Menu

Crítica

A visão reveladora do Mapa Teatro

19.9.2018  |  por Valmir Santos

Foto de capa: Divulgação/Mapa Teatro

Santos – Antes da leitura crítica acerca do espetáculo La despedida (A despedida), um episódio testemunhado em Bogotá, cidade do grupo Mapa Teatro.

Meados de março de 2010, entrada do Teatro Fanny Mikey, em Bogotá. O público é revistado à porta por um militar fardado e armado. Os espectadores estão ali para assistir ao diretor estadunidense Bob Wilson atuando em A última gravação de Krapp. O autor da peça, o irlandês Samuel Beckett, possivelmente não imaginaria tal recepção. O edifício teatral leva o nome da atriz e empresária que idealizou o Festival Iberoamericano de Teatro, que programou o espetáculo.

A situação descrita é um diminuto exemplo do quanto a sociedade colombiana estava militarizada àquela altura, a seis anos do acordo de paz entre governo e Fuerzas Armadas Revolucionarias de Colômbia – Ejército del Pueblo (Farc-EP). A mais importante guerrilha da história do país combateu entre 1964 e 2016, quando virou partido político sob a mesma sigla, desde então designada Fuerza Alternativa Revolucionaria del Común. O que gerou indignação em boa parte da sociedade.

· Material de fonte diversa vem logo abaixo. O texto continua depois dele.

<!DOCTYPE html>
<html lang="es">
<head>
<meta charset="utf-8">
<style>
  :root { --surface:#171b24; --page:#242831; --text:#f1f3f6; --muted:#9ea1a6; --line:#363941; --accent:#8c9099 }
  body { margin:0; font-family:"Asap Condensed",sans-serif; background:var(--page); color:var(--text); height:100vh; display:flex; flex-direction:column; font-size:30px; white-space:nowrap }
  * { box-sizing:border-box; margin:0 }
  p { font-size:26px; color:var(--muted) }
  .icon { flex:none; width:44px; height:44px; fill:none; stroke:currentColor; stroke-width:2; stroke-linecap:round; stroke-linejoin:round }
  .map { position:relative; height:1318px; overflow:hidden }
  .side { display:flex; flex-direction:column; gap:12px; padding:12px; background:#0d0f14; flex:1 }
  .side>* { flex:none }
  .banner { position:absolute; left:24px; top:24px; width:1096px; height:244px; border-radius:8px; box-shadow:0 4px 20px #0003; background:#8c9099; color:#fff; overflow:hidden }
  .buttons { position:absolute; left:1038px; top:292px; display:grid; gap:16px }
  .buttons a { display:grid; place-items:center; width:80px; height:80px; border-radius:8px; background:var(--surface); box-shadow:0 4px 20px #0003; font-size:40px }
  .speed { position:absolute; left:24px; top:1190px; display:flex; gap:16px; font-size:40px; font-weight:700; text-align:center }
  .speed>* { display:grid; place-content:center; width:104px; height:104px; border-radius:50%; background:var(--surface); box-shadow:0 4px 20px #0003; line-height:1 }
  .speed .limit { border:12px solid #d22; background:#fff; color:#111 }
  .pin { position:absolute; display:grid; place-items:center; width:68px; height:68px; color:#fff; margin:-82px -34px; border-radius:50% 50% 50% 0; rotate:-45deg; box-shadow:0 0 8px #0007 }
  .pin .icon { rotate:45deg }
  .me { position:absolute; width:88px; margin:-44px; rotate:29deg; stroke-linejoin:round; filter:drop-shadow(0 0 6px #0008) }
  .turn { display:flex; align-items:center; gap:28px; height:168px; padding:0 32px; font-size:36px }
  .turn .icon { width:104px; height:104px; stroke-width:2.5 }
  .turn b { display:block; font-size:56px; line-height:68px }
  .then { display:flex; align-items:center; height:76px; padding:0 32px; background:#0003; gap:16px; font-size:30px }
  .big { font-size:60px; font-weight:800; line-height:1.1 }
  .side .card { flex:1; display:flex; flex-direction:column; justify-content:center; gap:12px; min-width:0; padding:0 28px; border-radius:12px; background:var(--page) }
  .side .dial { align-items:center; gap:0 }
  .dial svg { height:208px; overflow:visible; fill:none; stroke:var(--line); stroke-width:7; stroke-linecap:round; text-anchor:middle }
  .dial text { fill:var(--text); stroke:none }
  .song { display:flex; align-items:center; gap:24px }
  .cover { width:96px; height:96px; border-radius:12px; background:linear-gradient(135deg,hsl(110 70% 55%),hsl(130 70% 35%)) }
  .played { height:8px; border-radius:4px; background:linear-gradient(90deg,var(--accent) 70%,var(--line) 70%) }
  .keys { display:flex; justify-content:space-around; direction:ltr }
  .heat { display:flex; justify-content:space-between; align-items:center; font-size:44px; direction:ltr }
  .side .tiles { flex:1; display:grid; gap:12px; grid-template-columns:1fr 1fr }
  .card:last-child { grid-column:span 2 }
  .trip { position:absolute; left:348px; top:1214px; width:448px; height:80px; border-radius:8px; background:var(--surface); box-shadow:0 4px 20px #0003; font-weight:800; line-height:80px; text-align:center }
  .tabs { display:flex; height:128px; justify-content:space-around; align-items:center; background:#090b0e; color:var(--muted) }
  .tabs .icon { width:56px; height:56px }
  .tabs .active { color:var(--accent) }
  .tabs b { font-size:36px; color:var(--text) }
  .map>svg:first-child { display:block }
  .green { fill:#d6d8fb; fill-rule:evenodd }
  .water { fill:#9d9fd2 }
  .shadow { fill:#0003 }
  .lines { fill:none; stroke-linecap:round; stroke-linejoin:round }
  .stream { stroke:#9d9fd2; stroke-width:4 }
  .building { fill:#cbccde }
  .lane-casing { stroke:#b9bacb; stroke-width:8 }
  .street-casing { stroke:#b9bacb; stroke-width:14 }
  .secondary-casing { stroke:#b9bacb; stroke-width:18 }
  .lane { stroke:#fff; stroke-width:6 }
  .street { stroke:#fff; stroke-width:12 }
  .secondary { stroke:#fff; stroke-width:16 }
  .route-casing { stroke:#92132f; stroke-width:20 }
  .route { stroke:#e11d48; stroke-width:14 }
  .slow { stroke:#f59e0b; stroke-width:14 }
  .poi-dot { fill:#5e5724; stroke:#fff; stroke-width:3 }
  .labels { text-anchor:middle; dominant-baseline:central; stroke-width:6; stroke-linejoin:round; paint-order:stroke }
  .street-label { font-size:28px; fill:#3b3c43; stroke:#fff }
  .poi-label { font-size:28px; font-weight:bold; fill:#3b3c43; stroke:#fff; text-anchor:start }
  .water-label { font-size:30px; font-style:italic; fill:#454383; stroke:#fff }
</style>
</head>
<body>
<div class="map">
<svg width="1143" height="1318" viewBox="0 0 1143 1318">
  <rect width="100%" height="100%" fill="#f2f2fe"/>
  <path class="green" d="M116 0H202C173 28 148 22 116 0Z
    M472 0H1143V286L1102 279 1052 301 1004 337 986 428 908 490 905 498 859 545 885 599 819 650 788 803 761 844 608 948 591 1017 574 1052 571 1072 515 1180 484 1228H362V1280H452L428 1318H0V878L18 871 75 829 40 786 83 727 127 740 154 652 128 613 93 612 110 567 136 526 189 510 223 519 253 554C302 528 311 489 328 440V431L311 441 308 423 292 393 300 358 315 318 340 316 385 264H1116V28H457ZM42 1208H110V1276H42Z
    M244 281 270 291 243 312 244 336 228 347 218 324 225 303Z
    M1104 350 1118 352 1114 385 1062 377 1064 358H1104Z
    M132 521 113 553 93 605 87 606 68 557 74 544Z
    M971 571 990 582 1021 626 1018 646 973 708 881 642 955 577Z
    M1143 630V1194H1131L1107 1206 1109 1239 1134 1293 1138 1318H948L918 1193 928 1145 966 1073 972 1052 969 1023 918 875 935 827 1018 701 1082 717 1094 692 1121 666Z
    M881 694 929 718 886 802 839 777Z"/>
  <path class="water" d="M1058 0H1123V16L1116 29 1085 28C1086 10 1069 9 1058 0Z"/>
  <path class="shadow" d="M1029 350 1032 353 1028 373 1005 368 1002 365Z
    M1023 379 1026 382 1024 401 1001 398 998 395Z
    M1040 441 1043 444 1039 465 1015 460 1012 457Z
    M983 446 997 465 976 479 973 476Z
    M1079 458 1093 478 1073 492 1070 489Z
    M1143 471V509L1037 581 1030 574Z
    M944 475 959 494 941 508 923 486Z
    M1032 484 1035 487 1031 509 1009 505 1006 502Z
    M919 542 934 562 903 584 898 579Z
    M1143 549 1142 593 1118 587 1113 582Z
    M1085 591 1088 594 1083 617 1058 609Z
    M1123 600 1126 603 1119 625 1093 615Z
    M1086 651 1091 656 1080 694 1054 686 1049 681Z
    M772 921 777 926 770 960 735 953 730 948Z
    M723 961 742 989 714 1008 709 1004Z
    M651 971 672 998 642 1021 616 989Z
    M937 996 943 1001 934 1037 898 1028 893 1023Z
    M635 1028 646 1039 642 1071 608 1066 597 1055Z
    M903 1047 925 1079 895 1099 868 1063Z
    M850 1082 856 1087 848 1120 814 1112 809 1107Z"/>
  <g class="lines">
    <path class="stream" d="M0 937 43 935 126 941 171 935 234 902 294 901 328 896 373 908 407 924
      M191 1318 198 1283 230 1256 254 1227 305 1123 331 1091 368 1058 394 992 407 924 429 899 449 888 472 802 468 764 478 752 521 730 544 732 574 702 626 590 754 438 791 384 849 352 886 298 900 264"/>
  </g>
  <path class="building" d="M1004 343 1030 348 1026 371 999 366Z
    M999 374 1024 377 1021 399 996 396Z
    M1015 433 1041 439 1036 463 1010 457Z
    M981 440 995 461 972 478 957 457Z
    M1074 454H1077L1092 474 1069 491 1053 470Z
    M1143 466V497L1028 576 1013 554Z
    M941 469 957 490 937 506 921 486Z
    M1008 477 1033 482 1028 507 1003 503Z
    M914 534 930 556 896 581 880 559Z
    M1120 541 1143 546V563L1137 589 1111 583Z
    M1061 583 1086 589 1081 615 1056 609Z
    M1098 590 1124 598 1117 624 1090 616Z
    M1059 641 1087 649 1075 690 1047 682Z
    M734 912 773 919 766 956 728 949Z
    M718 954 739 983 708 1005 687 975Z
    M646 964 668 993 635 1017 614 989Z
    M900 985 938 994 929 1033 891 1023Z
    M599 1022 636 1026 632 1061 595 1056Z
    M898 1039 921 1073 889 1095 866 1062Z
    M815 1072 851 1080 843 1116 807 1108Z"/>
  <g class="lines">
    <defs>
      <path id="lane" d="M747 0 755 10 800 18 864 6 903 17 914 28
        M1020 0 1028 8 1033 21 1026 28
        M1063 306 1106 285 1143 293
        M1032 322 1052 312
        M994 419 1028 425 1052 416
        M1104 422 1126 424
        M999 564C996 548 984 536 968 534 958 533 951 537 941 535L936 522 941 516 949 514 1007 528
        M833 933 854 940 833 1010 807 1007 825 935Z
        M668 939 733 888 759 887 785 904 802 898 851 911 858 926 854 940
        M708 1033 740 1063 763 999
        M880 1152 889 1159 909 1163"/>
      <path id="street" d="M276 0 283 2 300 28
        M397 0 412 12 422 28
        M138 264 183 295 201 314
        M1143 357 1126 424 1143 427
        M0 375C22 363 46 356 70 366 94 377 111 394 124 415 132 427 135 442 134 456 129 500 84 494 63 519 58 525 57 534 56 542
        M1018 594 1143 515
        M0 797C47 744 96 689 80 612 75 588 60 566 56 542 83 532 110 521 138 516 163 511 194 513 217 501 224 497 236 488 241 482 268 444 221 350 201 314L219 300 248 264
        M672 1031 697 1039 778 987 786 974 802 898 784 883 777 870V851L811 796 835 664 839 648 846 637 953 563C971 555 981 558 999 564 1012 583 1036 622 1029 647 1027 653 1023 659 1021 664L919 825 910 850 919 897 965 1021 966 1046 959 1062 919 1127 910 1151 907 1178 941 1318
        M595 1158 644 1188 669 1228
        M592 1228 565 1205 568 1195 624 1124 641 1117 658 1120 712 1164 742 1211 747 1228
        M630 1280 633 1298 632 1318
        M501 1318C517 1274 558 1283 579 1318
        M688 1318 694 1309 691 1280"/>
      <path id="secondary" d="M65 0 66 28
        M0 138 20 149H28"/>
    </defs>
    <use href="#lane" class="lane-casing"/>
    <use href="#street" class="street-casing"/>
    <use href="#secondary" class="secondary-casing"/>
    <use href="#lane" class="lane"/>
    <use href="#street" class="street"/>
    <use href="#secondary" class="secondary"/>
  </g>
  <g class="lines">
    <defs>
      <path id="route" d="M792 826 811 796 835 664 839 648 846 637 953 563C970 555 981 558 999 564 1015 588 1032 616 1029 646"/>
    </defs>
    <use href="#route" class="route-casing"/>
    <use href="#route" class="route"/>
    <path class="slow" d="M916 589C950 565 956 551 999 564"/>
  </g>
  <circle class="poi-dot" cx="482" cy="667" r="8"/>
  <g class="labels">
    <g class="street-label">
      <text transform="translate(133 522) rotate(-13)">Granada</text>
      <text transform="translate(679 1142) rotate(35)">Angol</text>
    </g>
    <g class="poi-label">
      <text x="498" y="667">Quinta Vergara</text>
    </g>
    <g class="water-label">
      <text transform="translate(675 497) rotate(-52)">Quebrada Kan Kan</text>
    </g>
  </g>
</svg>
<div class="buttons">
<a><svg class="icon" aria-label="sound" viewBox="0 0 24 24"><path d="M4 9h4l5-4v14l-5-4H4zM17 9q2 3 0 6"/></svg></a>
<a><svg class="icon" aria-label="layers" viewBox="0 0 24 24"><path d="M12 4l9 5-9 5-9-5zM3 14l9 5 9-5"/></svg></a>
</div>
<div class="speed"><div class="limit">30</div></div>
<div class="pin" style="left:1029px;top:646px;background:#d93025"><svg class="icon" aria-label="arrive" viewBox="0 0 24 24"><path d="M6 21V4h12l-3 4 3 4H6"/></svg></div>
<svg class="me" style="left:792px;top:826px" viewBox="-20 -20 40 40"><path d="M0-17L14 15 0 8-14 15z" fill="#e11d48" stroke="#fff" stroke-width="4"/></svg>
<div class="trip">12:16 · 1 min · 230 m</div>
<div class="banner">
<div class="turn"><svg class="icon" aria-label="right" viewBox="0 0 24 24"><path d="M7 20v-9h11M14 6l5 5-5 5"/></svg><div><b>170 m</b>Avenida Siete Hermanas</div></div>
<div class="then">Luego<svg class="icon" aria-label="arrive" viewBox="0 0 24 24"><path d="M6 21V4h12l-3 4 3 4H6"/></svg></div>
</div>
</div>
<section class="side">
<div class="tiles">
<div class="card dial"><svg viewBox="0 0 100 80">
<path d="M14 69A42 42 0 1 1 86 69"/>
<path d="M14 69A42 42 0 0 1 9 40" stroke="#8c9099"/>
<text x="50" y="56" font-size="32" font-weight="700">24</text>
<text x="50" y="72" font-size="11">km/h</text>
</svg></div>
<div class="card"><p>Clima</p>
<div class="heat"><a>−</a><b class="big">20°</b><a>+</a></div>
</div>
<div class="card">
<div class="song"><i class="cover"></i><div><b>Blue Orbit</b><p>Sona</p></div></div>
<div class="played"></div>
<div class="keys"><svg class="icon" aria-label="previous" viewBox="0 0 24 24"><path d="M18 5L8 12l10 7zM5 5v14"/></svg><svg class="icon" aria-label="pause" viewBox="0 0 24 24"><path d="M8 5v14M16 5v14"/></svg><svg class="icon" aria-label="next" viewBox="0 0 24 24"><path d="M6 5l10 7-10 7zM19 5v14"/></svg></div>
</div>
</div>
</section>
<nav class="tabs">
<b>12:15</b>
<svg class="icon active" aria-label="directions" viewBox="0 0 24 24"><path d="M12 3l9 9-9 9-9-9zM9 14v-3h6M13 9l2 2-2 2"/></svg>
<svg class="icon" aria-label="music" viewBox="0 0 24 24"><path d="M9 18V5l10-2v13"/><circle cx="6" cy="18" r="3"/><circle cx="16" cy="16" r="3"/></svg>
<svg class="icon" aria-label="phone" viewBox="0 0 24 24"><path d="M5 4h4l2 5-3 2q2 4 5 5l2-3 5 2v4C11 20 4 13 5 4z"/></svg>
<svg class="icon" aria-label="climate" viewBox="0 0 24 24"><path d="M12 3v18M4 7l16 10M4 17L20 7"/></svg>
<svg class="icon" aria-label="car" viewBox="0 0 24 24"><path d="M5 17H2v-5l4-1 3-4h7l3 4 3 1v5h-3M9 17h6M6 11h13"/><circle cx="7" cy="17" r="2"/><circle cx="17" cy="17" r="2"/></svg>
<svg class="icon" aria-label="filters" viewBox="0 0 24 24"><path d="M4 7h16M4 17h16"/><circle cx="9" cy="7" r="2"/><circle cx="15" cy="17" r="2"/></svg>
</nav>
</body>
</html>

Foram cerca de 220 mil mortos e 60 mil desaparecidos em 54 anos de ações como sequestro, tortura e extorsão.

Os criadores de ‘La despedida’ partem da realidade colombiana da guerrilha armada para dissertar e performar a respeito de movimentos e ideólogos revolucionários que aportaram utopia e paroxismos ao longo da história da humanidade

Em sua produção mais recente, de 2017, o Mapa Teatro condensa com tirocínio a história contemporânea do país e o faz sob a arte de manipular poeticamente o principal objeto de análise: a violência.

Se no Brasil a violência é endêmica, com 61,6 mil mortes em 2016, a estatística mais atual, a conjuntura colombiana mostra-se mais complexa na disputa por territórios entre o narcotráfico, a guerrilha e as organizações paramilitares. O mercado das drogas e a corrupção policial são familiares ao brasileiro. Mas a ação continuada e resistente de guerrilhas em períodos de vigência democrática, não.

O espectador estrangeiro pode até desconfiar de que não dará conta da carga de informações que recebe em La despedida, e a rigor não precisa. A dramaturgia nada enciclopédica segue a máxima tolstoiana de cantar o quintal e ser universal. Os dramaturgos e diretores, os irmãos Rolf Abderhalden e Heidi Abderhalden, também entre os atuantes, dissertam e performam a respeito de movimentos e ideólogos revolucionários que aportaram utopia e paroxismos ao longo da história da humanidade.

Rolf Abderhalden

O chinês Mao Tse-Tung numa das passagens iconoclastas do espetáculo do grupo colombiano

Livre da ambição de esgotar o tema e tampouco de abordá-lo sem profundidade, os fundadores do Mapa Teatro (1984) partem de um acontecimento pródigo em metateatralidade: a conversão de um acampamento desativado das Farc em museu vivo. Desativada, a instalação localizada ao redor da reserva natural La Macarena, no noroeste do país, foi transformada em centro de memória das metodologias, treinamentos e ações ali executados.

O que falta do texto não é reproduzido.